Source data
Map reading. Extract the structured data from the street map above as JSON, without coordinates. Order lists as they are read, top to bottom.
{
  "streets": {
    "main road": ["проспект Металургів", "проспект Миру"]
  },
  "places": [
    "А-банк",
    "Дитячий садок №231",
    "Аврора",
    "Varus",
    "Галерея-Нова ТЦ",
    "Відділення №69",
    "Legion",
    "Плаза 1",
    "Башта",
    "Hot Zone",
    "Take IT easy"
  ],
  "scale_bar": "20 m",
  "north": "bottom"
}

## [EXERCISE]
Write the complete data out, exactly as above.

## [FINISHED TASK]
Map reading. Extract the structured data from the street map above as JSON, without coordinates. Order lists as they are read, top to bottom.
{
  "streets": {
    "main road": ["проспект Металургів", "проспект Миру"]
  },
  "places": [
    "А-банк",
    "Дитячий садок №231",
    "Аврора",
    "Varus",
    "Галерея-Нова ТЦ",
    "Відділення №69",
    "Legion",
    "Плаза 1",
    "Башта",
    "Hot Zone",
    "Take IT easy"
  ],
  "scale_bar": "20 m",
  "north": "bottom"
}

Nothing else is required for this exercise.